[Start of section]

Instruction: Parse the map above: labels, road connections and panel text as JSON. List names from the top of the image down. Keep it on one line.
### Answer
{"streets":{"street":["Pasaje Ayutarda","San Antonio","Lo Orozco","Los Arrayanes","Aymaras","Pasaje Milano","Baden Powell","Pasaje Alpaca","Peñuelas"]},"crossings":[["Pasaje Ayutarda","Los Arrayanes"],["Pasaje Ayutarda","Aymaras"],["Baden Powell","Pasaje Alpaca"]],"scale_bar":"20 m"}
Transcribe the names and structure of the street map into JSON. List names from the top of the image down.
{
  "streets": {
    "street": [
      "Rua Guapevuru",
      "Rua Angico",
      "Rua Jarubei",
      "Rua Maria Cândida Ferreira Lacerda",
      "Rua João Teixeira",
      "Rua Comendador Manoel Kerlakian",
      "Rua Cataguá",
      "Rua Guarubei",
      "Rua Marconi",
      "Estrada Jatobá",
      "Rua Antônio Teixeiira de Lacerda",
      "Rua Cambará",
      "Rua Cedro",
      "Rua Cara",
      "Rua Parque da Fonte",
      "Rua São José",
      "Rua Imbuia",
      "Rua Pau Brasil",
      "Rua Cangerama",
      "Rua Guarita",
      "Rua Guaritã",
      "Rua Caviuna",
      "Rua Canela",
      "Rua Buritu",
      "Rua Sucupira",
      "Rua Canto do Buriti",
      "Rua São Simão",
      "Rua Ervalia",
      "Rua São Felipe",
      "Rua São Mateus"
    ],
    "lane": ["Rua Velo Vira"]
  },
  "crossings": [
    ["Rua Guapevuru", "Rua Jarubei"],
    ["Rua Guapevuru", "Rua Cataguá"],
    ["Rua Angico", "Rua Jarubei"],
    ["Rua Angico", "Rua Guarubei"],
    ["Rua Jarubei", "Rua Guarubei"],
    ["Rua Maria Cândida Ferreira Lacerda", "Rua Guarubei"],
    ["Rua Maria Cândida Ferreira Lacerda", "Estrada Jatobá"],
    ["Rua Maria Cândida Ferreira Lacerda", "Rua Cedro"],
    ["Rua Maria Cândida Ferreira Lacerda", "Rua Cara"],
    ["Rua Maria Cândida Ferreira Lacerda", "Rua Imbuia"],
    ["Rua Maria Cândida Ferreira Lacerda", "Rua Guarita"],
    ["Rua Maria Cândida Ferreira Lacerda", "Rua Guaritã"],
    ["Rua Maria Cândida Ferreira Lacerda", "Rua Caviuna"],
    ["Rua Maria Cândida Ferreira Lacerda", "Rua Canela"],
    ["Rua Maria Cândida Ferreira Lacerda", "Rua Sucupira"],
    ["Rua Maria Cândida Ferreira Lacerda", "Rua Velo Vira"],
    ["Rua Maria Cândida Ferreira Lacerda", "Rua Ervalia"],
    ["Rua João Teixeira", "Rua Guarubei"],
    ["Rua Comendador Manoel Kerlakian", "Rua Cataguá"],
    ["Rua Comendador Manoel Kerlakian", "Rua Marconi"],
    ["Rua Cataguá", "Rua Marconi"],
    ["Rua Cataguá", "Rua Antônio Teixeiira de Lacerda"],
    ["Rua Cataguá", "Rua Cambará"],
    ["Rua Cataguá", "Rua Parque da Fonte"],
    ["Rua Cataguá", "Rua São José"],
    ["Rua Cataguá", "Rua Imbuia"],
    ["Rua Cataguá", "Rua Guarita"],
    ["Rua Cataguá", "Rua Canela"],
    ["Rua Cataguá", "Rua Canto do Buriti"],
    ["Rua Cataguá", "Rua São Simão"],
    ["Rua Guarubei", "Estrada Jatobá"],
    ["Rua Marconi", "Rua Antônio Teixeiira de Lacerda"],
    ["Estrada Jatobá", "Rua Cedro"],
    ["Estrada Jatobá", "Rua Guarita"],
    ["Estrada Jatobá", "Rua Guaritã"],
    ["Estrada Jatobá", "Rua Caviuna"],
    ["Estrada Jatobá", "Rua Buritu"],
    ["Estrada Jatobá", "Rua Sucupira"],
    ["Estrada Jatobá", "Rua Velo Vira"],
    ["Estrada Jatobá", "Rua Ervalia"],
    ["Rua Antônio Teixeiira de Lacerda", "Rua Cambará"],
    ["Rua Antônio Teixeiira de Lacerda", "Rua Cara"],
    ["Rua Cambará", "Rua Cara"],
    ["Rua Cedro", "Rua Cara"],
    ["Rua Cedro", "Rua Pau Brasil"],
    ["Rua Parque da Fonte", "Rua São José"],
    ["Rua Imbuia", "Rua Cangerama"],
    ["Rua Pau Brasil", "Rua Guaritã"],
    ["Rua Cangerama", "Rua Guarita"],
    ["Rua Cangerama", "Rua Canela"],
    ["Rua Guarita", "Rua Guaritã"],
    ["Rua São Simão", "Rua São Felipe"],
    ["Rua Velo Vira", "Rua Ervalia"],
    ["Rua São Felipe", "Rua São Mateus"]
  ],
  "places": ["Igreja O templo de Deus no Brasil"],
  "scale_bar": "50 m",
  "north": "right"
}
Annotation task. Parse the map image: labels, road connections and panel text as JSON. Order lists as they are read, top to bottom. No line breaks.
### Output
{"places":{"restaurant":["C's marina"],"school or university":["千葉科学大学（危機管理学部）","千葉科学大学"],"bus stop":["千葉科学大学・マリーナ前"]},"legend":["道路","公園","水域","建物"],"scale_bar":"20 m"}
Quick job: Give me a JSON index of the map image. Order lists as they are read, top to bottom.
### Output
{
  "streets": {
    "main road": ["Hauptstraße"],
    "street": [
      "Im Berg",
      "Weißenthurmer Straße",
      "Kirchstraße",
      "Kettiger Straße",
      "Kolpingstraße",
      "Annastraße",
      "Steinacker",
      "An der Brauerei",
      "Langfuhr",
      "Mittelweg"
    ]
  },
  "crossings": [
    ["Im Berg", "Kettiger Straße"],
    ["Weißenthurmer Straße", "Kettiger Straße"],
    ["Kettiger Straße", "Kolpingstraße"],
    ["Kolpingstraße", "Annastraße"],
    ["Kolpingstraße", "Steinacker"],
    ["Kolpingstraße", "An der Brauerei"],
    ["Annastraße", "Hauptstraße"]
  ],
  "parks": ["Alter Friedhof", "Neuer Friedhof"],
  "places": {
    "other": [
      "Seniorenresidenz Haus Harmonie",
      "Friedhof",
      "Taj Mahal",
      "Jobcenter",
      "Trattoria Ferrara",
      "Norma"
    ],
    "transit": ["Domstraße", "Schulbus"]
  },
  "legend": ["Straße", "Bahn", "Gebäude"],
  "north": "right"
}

[End of section]

(Problem description)
Above are several records. Count the lines among them that contain "panel" and give only the total.

(The answer)
2